Cannot start windows service, error logon failure.
But
- account is on the domain and in local admin group and has service logon policy set.
- the password has been reset and account is not locked out.
- the service works on another machine on the same domain that I do not have access to.
- setting account details by the command line with sc works fine, but can not start service.
- even rebooted the machine.
why
I was tasked with creating a custom service that was installed on a server in our old domain and ran with a dedicated account. It worked perfectly and everyone was happy.
A couple of weeks a go we all moved to a new domain and the older server was decommissioned. The new server had the older service installed along with a new domain user to execute the service. The code I wrote failed because the server had new components on it. This was logged in the services custom event log, very clear, missing dll.
Rebuilt the service with newer components and tried to get the owner to deploy it, they refused until I had it working locally with the new domain service runner user account.

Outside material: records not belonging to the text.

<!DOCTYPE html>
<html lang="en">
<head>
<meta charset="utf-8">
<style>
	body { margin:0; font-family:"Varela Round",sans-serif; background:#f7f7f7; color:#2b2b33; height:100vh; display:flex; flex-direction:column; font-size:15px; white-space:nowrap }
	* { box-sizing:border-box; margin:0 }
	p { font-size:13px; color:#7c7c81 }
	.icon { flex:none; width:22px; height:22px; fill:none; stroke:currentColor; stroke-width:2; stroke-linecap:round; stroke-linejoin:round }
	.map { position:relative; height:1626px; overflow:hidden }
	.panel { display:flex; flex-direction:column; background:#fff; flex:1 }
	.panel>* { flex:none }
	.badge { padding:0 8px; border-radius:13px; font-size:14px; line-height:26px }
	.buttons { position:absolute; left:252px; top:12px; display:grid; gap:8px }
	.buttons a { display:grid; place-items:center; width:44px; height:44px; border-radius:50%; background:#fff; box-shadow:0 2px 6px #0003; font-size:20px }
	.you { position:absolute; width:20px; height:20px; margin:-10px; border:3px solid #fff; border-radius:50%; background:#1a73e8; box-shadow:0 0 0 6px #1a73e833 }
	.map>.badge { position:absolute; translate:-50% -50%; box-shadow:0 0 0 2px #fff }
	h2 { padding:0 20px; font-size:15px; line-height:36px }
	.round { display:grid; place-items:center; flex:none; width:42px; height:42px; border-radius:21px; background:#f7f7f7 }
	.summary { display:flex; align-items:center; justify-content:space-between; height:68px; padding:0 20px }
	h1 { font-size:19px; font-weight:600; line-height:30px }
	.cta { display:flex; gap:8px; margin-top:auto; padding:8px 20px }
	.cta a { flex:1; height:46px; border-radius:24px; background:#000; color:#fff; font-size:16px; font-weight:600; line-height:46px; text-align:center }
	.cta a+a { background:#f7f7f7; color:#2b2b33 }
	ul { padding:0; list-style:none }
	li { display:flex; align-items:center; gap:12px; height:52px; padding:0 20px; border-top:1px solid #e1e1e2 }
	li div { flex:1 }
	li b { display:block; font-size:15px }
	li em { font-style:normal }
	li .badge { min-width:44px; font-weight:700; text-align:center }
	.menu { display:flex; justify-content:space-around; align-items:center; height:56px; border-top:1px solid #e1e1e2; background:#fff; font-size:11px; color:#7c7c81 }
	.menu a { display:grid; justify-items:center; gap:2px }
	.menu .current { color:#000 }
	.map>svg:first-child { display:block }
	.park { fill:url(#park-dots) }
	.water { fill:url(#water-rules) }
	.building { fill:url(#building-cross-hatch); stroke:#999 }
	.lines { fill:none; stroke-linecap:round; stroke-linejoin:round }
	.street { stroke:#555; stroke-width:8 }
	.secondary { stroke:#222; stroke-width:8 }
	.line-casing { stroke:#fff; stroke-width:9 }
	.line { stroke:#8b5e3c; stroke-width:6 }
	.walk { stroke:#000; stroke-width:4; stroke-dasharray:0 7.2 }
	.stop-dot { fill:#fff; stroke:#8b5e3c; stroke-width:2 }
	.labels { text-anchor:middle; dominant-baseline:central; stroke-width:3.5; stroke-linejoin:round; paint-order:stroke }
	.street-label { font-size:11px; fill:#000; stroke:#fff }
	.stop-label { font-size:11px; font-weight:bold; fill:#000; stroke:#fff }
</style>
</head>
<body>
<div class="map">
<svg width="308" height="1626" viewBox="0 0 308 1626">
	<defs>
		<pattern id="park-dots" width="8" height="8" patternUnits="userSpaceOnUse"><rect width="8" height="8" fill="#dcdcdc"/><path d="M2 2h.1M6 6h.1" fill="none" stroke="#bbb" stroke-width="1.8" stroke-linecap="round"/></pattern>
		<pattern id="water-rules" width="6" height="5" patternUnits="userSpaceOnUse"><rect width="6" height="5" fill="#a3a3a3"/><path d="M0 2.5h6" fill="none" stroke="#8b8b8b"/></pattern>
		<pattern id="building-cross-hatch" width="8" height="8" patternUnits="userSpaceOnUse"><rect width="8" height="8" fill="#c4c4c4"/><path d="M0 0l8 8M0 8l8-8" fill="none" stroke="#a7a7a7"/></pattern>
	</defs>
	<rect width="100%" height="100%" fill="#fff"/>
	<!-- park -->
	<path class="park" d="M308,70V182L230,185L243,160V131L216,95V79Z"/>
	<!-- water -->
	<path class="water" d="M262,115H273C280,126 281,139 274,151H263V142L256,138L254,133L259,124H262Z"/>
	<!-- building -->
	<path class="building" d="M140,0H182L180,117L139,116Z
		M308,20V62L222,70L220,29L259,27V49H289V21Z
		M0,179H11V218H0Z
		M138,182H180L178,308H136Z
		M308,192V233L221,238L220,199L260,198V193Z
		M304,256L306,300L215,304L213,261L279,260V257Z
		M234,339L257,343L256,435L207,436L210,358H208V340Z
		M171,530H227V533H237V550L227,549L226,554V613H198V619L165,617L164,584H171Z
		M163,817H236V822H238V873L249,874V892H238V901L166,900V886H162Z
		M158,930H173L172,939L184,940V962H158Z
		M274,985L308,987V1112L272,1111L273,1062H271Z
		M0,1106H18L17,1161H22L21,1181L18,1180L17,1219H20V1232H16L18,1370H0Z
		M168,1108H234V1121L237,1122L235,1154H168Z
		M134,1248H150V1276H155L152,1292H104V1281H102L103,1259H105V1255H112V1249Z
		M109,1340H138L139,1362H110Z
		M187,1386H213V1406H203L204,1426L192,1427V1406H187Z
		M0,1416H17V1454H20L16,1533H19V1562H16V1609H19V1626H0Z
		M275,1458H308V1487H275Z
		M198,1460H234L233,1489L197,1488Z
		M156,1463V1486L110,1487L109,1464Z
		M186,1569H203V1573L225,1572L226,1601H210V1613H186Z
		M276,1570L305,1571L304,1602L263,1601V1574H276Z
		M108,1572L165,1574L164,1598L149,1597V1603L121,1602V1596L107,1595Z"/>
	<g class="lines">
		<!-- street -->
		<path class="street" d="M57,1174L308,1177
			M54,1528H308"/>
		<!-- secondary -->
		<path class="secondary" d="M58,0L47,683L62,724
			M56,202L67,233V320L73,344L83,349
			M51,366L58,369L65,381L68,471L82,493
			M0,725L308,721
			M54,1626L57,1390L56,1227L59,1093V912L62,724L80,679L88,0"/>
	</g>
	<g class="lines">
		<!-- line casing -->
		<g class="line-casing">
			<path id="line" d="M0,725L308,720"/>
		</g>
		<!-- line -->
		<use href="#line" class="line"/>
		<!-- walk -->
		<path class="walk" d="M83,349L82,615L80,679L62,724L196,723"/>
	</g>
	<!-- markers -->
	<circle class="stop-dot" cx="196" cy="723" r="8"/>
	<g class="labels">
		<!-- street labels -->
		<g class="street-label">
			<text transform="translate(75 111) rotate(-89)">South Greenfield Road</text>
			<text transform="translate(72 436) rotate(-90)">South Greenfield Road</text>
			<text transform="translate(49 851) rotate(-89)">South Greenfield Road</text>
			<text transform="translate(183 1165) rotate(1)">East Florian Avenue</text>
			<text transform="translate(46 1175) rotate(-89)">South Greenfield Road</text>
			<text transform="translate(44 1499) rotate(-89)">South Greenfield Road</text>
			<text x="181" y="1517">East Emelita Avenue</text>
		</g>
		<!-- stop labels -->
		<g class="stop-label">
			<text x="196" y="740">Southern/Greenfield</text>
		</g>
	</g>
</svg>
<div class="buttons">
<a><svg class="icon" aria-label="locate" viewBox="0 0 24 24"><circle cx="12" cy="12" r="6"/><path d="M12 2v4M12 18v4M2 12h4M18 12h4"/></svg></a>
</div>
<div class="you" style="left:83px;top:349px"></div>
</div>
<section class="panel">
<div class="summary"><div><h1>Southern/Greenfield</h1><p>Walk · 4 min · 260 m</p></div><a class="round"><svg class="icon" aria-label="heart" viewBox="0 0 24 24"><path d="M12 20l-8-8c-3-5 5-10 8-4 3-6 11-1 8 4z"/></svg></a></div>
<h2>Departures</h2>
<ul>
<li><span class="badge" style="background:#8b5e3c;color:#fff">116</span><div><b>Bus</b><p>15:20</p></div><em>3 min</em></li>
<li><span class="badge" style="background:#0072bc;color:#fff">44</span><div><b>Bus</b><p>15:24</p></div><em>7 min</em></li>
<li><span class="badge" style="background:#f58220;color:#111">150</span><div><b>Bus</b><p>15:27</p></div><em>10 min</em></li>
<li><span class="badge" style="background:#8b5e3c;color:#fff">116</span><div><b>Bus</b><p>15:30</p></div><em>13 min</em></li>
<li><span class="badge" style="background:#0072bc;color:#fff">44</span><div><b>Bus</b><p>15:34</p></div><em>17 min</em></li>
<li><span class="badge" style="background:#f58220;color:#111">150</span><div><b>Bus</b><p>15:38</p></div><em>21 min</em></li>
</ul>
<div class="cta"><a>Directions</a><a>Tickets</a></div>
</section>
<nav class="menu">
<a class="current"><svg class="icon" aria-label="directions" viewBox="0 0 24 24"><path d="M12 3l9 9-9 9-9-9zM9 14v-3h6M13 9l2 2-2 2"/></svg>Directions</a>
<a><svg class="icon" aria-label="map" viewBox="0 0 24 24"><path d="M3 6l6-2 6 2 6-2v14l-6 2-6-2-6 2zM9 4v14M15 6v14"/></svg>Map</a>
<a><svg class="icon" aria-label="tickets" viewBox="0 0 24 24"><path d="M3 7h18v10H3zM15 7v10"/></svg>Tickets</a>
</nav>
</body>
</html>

Using my personal domain account on my machine to execute the service runs fine. Any attempt to start it with the domain account gives logon failure.
I was able to run
sc qc SERVICENAME
sc query SERVICENAME
sc queryex SERVICENAME
on both my machine and the server that works and they are identical.
I used
sc config SERVICENAME obj= NEWDOMAIN\ACCOUNTNAME password= PASSWORD
to ensure that there was absolutely no way I was entering the password incorrectly. Additionally I got the domain admins to reset the password and ensure the account is not locked out.
Why on this one machine can I not run this service as this domain user?
- Service works with other user on this machine.
- Service(old version) executes on target server with same domain user.